WHAT YOU ARE ASKED TO DO ::
Return the data word for word. Pictures are to be omitted.

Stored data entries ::
-- Opening Marker --

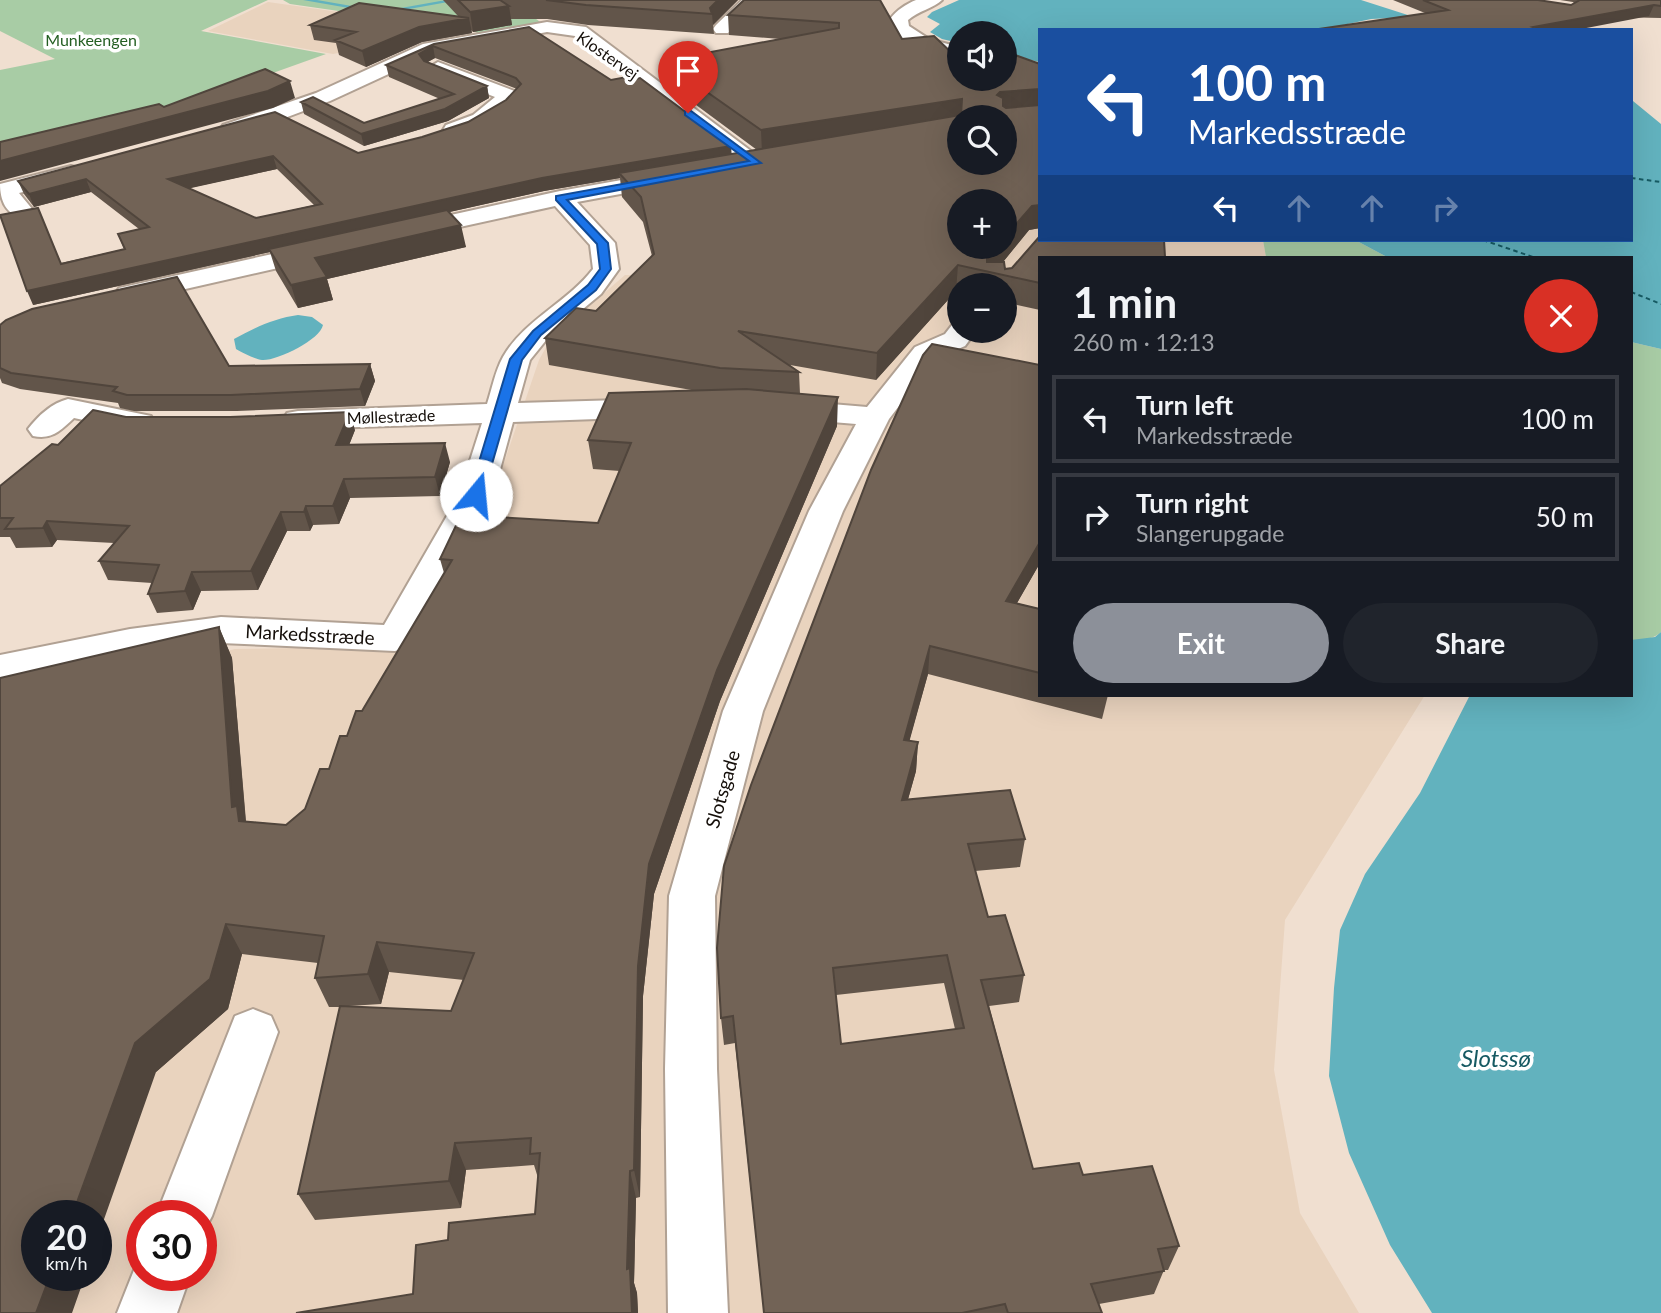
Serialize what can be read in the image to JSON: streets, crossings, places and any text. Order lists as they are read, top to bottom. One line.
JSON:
{"streets":{"street":["Klostervej","Møllestræde","Markedsstræde","Slotsgade"]},"crossings":[["Møllestræde","Markedsstræde"]],"water":["Slotssø"],"parks":["Munkeengen"],"page":{"map_buttons":["+","−"],"turn":["100 m","Markedsstræde"],"heading":["1 min","260 m · 12:13"],"list":[{"name":"Turn left","note":"Markedsstræde","value":"100 m"},{"name":"Turn right","note":"Slangerupgade","value":"50 m"}],"buttons":["Exit","Share"],"speed":"20 km/h","limit":"30"}}
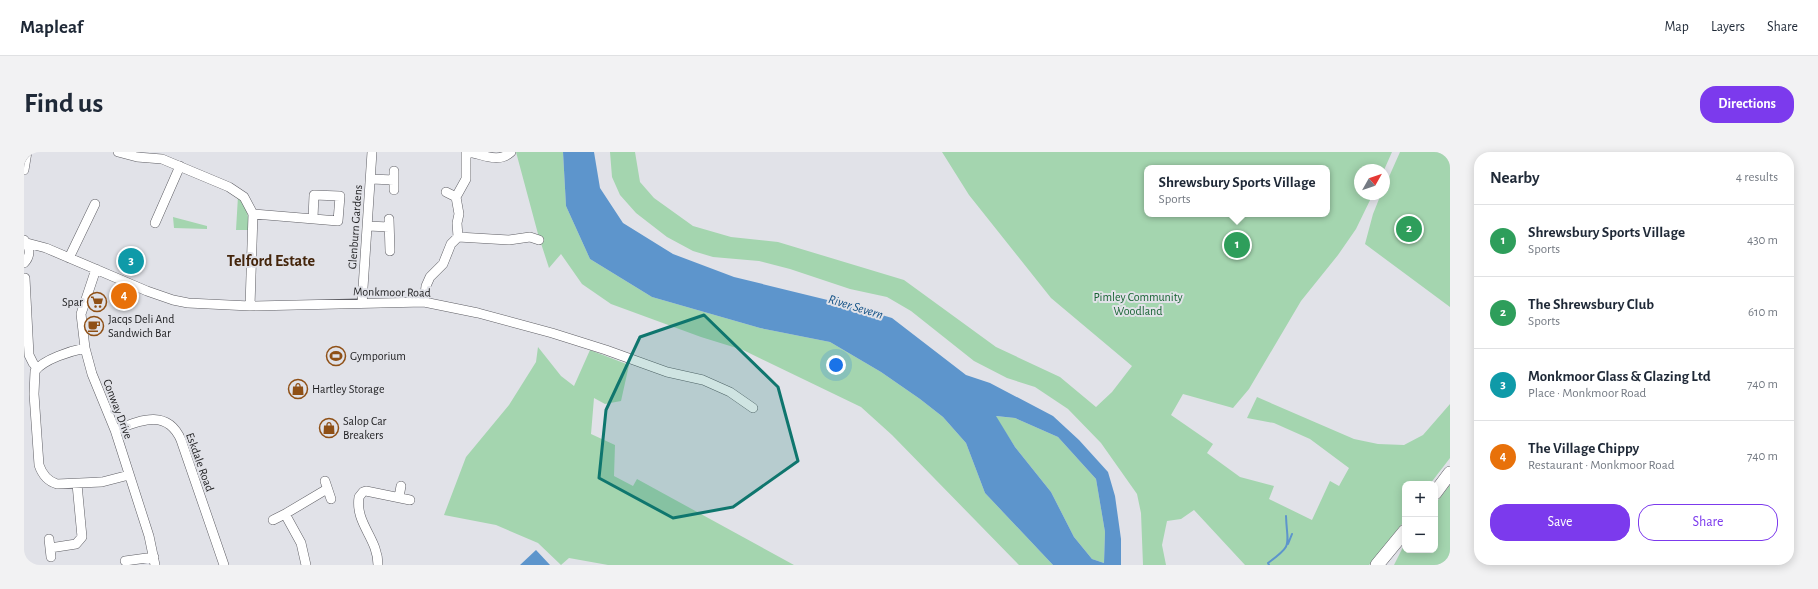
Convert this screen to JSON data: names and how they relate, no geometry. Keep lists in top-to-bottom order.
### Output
{
  "streets": {
    "street": [
      "Glenburn Gardens",
      "Monkmoor Road",
      "Conway Drive",
      "Eskdale Road"
    ]
  },
  "crossings": [
    ["Glenburn Gardens", "Monkmoor Road"],
    ["Monkmoor Road", "Conway Drive"],
    ["Conway Drive", "Eskdale Road"]
  ],
  "districts": ["Telford Estate"],
  "water": ["River Severn"],
  "parks": ["Pimley Community Woodland"],
  "places": {
    "supermarket": ["Spar"],
    "cafe": ["Jacqs Deli And Sandwich Bar"],
    "sports": ["Gymporium"],
    "shop": ["Hartley Storage", "Salop Car Breakers"]
  },
  "north": "top right",
  "page": {
    "header": "Mapleaf",
    "nav": ["Map", "Layers", "Share"],
    "buttons": [
      "Directions",
      ["Save", "Share"]
    ],
    "title": "Find us",
    "heading": ["Nearby", "4 results"],
    "popup": ["Shrewsbury Sports Village", "Sports"],
    "list": [
      {
        "mark": "1",
        "name": "Shrewsbury Sports Village",
        "note": "Sports",
        "value": "430 m"
      },
      {
        "mark": "2",
        "name": "The Shrewsbury Club",
        "note": "Sports",
        "value": "610 m"
      },
      {
        "mark": "3",
        "name": "Monkmoor Glass & Glazing Ltd",
        "note": "Place · Monkmoor Road",
        "value": "740 m"
      },
      {
        "mark": "4",
        "name": "The Village Chippy",
        "note": "Restaurant · Monkmoor Road",
        "value": "740 m"
      }
    ],
    "pins": [
      "2",
      "1",
      "3",
      "4"
    ],
    "map_buttons": ["+", "−"]
  }
}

-- Closing Marker --

YOUR SOLUTION ::
Serialize what can be read in the image to JSON: streets, crossings, places and any text. Order lists as they are read, top to bottom. One line.
JSON:
{"streets":{"street":["Klostervej","Møllestræde","Markedsstræde","Slotsgade"]},"crossings":[["Møllestræde","Markedsstræde"]],"water":["Slotssø"],"parks":["Munkeengen"],"page":{"map_buttons":["+","−"],"turn":["100 m","Markedsstræde"],"heading":["1 min","260 m · 12:13"],"list":[{"name":"Turn left","note":"Markedsstræde","value":"100 m"},{"name":"Turn right","note":"Slangerupgade","value":"50 m"}],"buttons":["Exit","Share"],"speed":"20 km/h","limit":"30"}}
Convert this screen to JSON data: names and how they relate, no geometry. Keep lists in top-to-bottom order.
### Output
{
  "streets": {
    "street": [
      "Glenburn Gardens",
      "Monkmoor Road",
      "Conway Drive",
      "Eskdale Road"
    ]
  },
  "crossings": [
    ["Glenburn Gardens", "Monkmoor Road"],
    ["Monkmoor Road", "Conway Drive"],
    ["Conway Drive", "Eskdale Road"]
  ],
  "districts": ["Telford Estate"],
  "water": ["River Severn"],
  "parks": ["Pimley Community Woodland"],
  "places": {
    "supermarket": ["Spar"],
    "cafe": ["Jacqs Deli And Sandwich Bar"],
    "sports": ["Gymporium"],
    "shop": ["Hartley Storage", "Salop Car Breakers"]
  },
  "north": "top right",
  "page": {
    "header": "Mapleaf",
    "nav": ["Map", "Layers", "Share"],
    "buttons": [
      "Directions",
      ["Save", "Share"]
    ],
    "title": "Find us",
    "heading": ["Nearby", "4 results"],
    "popup": ["Shrewsbury Sports Village", "Sports"],
    "list": [
      {
        "mark": "1",
        "name": "Shrewsbury Sports Village",
        "note": "Sports",
        "value": "430 m"
      },
      {
        "mark": "2",
        "name": "The Shrewsbury Club",
        "note": "Sports",
        "value": "610 m"
      },
      {
        "mark": "3",
        "name": "Monkmoor Glass & Glazing Ltd",
        "note": "Place · Monkmoor Road",
        "value": "740 m"
      },
      {
        "mark": "4",
        "name": "The Village Chippy",
        "note": "Restaurant · Monkmoor Road",
        "value": "740 m"
      }
    ],
    "pins": [
      "2",
      "1",
      "3",
      "4"
    ],
    "map_buttons": ["+", "−"]
  }
}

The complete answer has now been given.